Trachea: il trapianto completo ora è possibile?

Il primo trapianto completo di trachea è durato 18 ore ed è stato eseguito da una equipe di 50 persone.

L’equipe, chirurghi, infermieri e anestesisti sono stati guidati dal dott. Eric M. Genden.

L’intervento

L’intervento, eseguito presso l’ospedale Mount Sinai di New York, è il risultato di ben 30 anni di studi, si è svolto a gennaio scorso e, fino ad oggi, non sono riscontrate problematiche di rigetto, sebbene non sia ancora scongiurato.

Si, perché per dichiarare l’intervento riuscito al 100% c’è bisogno di tempo.

Tempo durante il quale si osserverà l’evoluzione dell’organo trapiantato.

Trapianto della trachea: cauto ottimismo

Non è il caso di cantare vittoria e di pensare che sia ormai tranquillamente fattibile.

L’intervento è sì riuscito con successo ma bisogna vedere se, appunto, non si presenteranno problemi.
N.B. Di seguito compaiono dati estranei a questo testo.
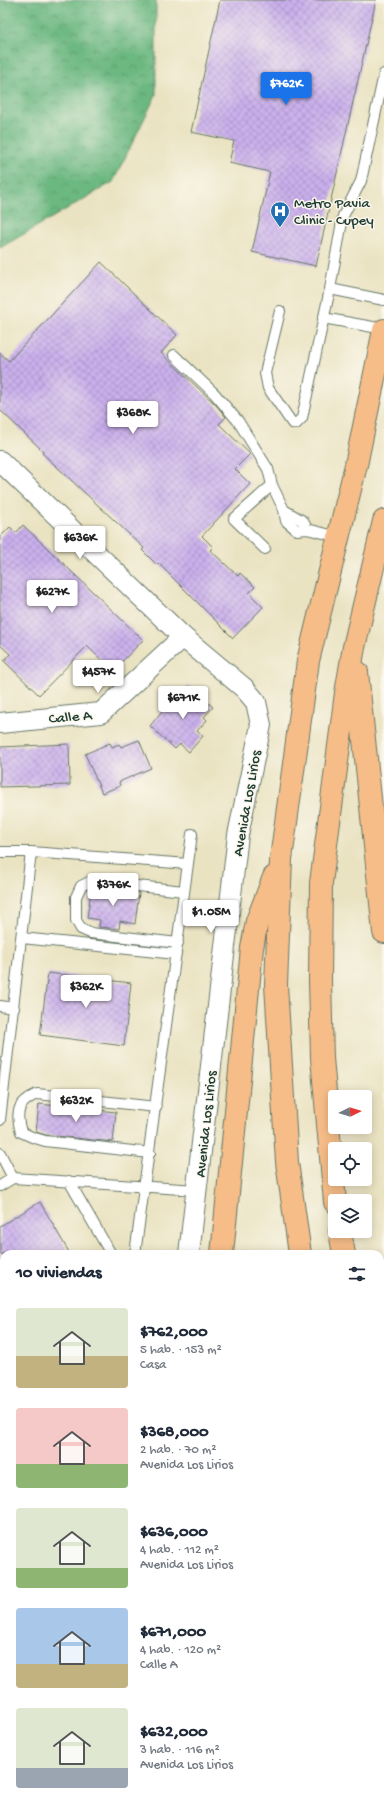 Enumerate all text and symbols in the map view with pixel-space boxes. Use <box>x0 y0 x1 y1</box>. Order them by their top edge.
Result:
pin: $762K <box>258 72 314 106</box>
text: $762K <box>270 77 302 92</box>
place label: Metro Pavia Clinic - Cupey <box>294 195 374 230</box>
hospital icon: Metro Pavia Clinic - Cupey <box>269 200 291 228</box>
pin: $368K <box>105 401 161 435</box>
text: $368K <box>116 406 150 421</box>
pin: $636K <box>52 526 108 560</box>
text: $636K <box>64 531 96 546</box>
pin: $627K <box>24 580 80 614</box>
text: $627K <box>36 585 68 600</box>
pin: $457K <box>70 660 126 694</box>
text: $457K <box>82 665 114 680</box>
pin: $671K <box>155 686 211 720</box>
text: $671K <box>167 691 199 706</box>
street label: Calle A <box>48 707 94 729</box>
street label: Avenida Los Lirios <box>230 749 266 858</box>
pin: $376K <box>85 873 141 907</box>
text: $376K <box>96 878 130 893</box>
pin: $1.05M <box>178 900 244 934</box>
text: $1.05M <box>192 905 230 920</box>
pin: $362K <box>58 975 114 1009</box>
text: $362K <box>70 980 102 995</box>
street label: Avenida Los Lirios <box>192 1069 222 1178</box>
pin: $632K <box>48 1089 104 1123</box>
north arrow <box>328 1090 372 1134</box>
map controls <box>328 1090 372 1238</box>
text: $632K <box>60 1094 92 1109</box>
button: locate <box>328 1142 372 1186</box>
button: layers <box>328 1194 372 1238</box>
icon: filters <box>346 1263 368 1285</box>
text: 10 viviendas <box>16 1264 101 1284</box>
text: $762,000 <box>140 1323 208 1343</box>
icon: home <box>48 1324 96 1372</box>
text: 5 hab. · 153 m² <box>140 1343 222 1358</box>
text: Casa <box>140 1358 166 1373</box>
text: $368,000 <box>140 1423 209 1443</box>
icon: home <box>48 1424 96 1472</box>
text: 2 hab. · 70 m² <box>140 1443 216 1458</box>
text: Avenida Los Lirios <box>140 1458 233 1473</box>
text: $636,000 <box>140 1523 208 1543</box>
icon: home <box>48 1524 96 1572</box>
text: 4 hab. · 112 m² <box>140 1543 219 1558</box>
text: Avenida Los Lirios <box>140 1558 233 1573</box>
text: $671,000 <box>140 1623 206 1643</box>
icon: home <box>48 1624 96 1672</box>
text: 4 hab. · 120 m² <box>140 1643 221 1658</box>
text: Calle A <box>140 1658 177 1673</box>
text: $632,000 <box>140 1723 208 1743</box>
icon: home <box>48 1724 96 1772</box>
text: 3 hab. · 116 m² <box>140 1743 220 1758</box>
text: Avenida Los Lirios <box>140 1758 233 1773</box>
Inoltre, per poterlo considerare un intervento fattibile è necessario che vengano eseguiti diversi interventi simili e che tutti, o la maggior parte, abbiano esito positivo.

Perché è difficile il trapianto della trachea

La trachea, organo tubolare che collega la laringe ai polmoni, ha una struttura molto complessa in quanto percorsa da una fitta rete di vasi sanguigni.

L’intervento, finora con esito positivo, è stato eseguito asportando la trachea al donatore e impiantandola nella paziente ricevente collegando tutti i piccoli vasi sanguigni, che portano ossigeno all’organo, ai vasi sanguigni della paziente.

Per favorire l’afflusso di sangue ai tessuti, man mano ricostruiti, l’equipe ha utilizzato parte di esofago e tiroide, operazione che ha, di fatto, consentito la perfetta vascolarizzazione.

Il dott. Eric Genden afferma in merito:  “Il nostro protocollo di trapianto e rivascolarizzazione è affidabile, riproducibile e tecnicamente avanzato”.

Durante i trent’anni di studi e tentativi di esecuzione del trapianto di trachea la problematica maggiore è stata proprio la vascolarizzazione.

Trapianto di trachea: le prospettive per il futuro

Come riportato in un articolo del Corriere della Sera Salute a riguardo, le osservazioni fatte dal team del professor Genden durante il complesso intervento serviranno a sviluppare il Programma di trapianto tracheale del Mount Sinai.

Questo ha ottenuto l’approvazione nel 2016 per una sperimentazione clinica per eseguire il primo trapianto tracheale di segmento lungo utilizzando una trachea di un donatore deceduto.

 L’obiettivo di questo programma è offrire ai pazienti che hanno subito danni estesi alla trachea un’alternativa duratura ai trattamenti attuali, inclusa la tracheotomia.

I trattamenti esistenti sono efficaci solo in circa la metà degli interventi chirurgici eseguiti, possono essere solo temporanei e sono spesso associati a complicazioni, come cicatrici o ostruzione delle vie aeree.

Il trapianto tracheale da donatore offre nuove speranze ai candidati, in particolare a coloro che hanno subito: trauma / incidenti alla trachea, danni da intubazione, tumori delle vie aeree o difetti tracheali congeniti.

Sul sito ufficiale del Mount Sinai viene osservato che questo protocollo non riguarda la trachea “tissutale” o “sintetica bioingegnerizzata”, piuttosto solo la trachea del donatore.

 Il protocollo utilizza appunto un segmento di trachea con la ghiandola tiroidea e i suoi vasi associati. 

La ricerca suggerisce che questo approccio può fornire ai pazienti un’opportunità unica di respirare e parlare normalmente.